Stephen E. O'Day, Atlanta, Ga., Frederick S. Middleton, III, Washington, D.C., for plaintiff-appellant.

Curtis E. Anderson, Asst. U.S. Atty., Atlanta, Ga., Robert S. Greenspan, Appellate Staff, Margaret E. Clark, Freddi Lipstein, U.S. Dept. of Justice, Civ. Div., Washington, D.C., for defendants-appellees.

Appeal from the United States District Court for the Northern District of Georgia.

Before RONEY and ANDERSON, Circuit Judges, and MORGAN, Senior Circuit Judge.

RONEY, Circuit Judge:

The Sierra Club sought declaratory and injunctive relief against the Federal Highway Administration and the United States Department of Transportation alleging they failed to enforce provisions of the Highway Beautification Act (HBA), 23 U.S.C.A. Sec. 131, regarding the control of outdoor advertising in South Carolina. The trial court held that defendants' discretionary authority under the Act is precluded from judicial review under the terms of the statute and the doctrine of prosecutorial discretion.
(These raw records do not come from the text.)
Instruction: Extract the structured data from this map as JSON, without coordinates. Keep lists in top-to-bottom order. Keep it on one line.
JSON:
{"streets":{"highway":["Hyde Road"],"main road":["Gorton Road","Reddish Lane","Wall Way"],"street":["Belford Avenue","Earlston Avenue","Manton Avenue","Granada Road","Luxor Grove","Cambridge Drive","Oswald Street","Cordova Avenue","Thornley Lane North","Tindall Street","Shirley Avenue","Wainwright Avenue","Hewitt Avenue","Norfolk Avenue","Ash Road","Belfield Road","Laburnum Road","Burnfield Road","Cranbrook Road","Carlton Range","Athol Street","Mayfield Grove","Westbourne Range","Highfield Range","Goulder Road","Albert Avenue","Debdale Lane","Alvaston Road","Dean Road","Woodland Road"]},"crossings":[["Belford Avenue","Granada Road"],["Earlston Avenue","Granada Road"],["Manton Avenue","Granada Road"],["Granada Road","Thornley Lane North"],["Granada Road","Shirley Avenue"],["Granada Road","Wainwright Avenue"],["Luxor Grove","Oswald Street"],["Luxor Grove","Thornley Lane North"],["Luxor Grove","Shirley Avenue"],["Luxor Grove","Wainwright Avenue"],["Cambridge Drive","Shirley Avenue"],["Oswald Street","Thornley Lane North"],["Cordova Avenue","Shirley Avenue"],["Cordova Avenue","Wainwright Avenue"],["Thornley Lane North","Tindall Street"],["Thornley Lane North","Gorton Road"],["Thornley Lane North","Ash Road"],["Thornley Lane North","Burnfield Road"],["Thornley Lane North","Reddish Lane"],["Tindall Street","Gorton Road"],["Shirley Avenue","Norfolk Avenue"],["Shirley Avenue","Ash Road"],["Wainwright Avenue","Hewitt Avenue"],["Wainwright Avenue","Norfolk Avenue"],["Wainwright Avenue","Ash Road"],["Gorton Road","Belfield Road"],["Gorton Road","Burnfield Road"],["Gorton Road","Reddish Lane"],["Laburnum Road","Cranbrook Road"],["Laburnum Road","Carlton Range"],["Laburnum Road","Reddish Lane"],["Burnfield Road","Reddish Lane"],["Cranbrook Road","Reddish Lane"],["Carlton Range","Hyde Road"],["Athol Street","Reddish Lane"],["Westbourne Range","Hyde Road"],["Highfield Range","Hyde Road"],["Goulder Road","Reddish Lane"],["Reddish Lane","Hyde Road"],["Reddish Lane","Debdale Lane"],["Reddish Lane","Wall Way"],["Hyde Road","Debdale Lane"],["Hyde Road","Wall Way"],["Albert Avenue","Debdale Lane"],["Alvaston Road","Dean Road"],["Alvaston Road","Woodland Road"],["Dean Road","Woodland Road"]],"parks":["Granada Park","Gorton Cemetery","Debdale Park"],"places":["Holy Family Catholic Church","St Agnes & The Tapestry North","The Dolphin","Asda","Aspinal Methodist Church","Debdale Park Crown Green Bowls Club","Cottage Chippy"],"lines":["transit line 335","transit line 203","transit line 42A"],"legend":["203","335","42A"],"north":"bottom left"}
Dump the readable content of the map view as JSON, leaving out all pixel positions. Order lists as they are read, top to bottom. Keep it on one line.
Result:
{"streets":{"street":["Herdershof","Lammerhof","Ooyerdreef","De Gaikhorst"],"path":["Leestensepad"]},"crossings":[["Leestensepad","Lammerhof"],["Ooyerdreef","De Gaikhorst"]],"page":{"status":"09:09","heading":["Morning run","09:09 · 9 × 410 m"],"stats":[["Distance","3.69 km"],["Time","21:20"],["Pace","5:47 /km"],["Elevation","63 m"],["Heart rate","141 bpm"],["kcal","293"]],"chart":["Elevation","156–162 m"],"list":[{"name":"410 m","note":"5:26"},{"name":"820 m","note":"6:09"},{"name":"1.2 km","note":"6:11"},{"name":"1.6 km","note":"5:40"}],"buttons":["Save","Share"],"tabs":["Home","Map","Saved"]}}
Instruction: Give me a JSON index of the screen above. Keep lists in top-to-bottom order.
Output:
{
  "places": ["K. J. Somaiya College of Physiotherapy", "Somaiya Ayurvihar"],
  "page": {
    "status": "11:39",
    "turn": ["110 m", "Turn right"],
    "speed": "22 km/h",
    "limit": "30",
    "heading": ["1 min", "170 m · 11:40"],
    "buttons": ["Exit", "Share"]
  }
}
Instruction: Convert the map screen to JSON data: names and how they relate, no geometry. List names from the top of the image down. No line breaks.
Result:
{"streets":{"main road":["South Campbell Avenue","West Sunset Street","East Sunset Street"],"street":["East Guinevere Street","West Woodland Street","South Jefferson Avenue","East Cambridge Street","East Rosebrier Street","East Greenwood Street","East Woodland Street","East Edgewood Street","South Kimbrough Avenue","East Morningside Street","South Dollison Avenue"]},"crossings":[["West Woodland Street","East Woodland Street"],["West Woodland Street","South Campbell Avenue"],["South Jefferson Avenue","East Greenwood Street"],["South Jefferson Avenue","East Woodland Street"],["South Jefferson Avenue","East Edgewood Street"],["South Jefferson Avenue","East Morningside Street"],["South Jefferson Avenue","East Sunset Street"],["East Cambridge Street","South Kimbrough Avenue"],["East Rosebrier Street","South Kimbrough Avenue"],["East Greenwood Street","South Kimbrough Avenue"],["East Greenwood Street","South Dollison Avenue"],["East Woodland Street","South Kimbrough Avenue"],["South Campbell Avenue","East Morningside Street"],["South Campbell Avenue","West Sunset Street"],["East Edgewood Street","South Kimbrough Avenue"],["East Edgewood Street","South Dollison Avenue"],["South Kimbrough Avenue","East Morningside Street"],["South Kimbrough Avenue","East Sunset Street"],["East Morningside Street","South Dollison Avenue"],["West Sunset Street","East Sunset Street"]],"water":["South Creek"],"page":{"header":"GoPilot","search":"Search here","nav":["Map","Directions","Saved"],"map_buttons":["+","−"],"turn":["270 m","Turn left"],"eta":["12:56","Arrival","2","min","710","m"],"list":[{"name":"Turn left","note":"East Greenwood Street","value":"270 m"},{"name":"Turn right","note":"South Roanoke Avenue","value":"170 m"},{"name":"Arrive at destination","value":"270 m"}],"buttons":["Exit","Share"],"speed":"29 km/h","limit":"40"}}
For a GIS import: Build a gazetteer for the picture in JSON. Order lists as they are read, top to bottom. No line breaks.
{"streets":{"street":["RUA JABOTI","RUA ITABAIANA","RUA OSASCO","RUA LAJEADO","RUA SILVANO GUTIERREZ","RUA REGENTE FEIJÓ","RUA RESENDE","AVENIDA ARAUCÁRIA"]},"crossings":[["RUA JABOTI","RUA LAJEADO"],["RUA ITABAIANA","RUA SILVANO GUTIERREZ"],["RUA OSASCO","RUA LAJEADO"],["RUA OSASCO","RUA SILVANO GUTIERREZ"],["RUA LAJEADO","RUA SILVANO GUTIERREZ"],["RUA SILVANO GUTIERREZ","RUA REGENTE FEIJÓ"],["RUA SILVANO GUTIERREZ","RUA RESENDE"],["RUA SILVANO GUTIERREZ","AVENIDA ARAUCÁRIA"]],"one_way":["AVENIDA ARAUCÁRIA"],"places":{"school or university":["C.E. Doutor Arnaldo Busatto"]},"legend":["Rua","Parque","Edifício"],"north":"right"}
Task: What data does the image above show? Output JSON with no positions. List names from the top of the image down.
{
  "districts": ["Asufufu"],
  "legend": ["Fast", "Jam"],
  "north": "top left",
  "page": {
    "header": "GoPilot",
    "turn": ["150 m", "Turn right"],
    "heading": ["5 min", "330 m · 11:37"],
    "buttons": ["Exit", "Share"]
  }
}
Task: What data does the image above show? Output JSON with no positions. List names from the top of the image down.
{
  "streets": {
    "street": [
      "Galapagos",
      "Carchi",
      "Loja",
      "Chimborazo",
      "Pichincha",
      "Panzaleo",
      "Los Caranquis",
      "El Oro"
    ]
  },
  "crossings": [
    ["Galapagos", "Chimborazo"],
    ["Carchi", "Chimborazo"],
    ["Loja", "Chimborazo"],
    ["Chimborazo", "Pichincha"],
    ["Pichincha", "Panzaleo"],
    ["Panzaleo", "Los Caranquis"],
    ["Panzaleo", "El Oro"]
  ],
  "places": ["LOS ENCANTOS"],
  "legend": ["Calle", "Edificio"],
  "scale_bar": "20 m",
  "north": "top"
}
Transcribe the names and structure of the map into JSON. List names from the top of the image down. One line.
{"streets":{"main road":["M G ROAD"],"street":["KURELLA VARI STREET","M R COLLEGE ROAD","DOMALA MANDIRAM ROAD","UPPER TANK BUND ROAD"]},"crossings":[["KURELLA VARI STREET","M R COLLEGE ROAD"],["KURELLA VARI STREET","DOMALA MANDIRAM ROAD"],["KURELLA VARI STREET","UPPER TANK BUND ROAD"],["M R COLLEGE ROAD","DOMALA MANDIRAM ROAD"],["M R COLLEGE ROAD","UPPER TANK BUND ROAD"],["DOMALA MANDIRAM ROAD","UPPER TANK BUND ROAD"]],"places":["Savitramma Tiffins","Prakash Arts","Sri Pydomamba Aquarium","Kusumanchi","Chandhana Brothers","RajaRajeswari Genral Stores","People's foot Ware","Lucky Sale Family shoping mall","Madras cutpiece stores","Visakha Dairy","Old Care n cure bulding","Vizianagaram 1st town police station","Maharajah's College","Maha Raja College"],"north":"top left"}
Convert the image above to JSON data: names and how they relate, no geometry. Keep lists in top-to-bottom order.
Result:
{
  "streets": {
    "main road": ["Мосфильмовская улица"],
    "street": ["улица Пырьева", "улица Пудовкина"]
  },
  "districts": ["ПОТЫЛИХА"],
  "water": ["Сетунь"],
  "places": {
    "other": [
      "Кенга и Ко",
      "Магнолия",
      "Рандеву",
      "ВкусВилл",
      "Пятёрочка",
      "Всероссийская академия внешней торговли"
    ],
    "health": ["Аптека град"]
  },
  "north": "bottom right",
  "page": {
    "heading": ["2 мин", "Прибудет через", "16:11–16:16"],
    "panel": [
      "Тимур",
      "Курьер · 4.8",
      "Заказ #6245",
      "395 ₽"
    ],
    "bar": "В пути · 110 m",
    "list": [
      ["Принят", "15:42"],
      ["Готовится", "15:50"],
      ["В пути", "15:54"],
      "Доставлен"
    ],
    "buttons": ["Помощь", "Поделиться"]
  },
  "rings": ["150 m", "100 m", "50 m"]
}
It dismissed Sierra Club's complaint. We vacate and remand to the district court to transfer the case to the United States District Court in South Carolina for further proceedings.

The Highway Beautification Act provides generally for the regulation and control of billboards and other outdoor advertisements adjacent to interstate and federal aid primary highways. Its purpose is "to protect the public investment in such highways, to promote the safety and recreational value of public travel, and to preserve natural beauty." 23 U.S.C.A. Sec. 131(a). The controls are described in general terms in subsections (c) and (d) of section 131 of the Act implemented in detail by Federal Highway Administration (FHWA) regulations found in 23 C.F.R. Part 750.

The Act requires each state participating in the highway beautification program to exercise "effective control" over outdoor advertising. States not maintaining effective control are subject to the Act's enforcement provisions. The penalty for a noncomplying state is that its federal aid highway funds "shall be reduced by amounts equal to 10 per centum ... until such time as such State shall provide for effective control." 23 U.S.C.A. Sec. 131(b). See also South Dakota v. Adams, 587 F.2d 915 (8th Cir. 1978), cert. denied, 441 U.S. 961, 99 S. Ct. 2404, 60 L. Ed. 2d 1065 (1979).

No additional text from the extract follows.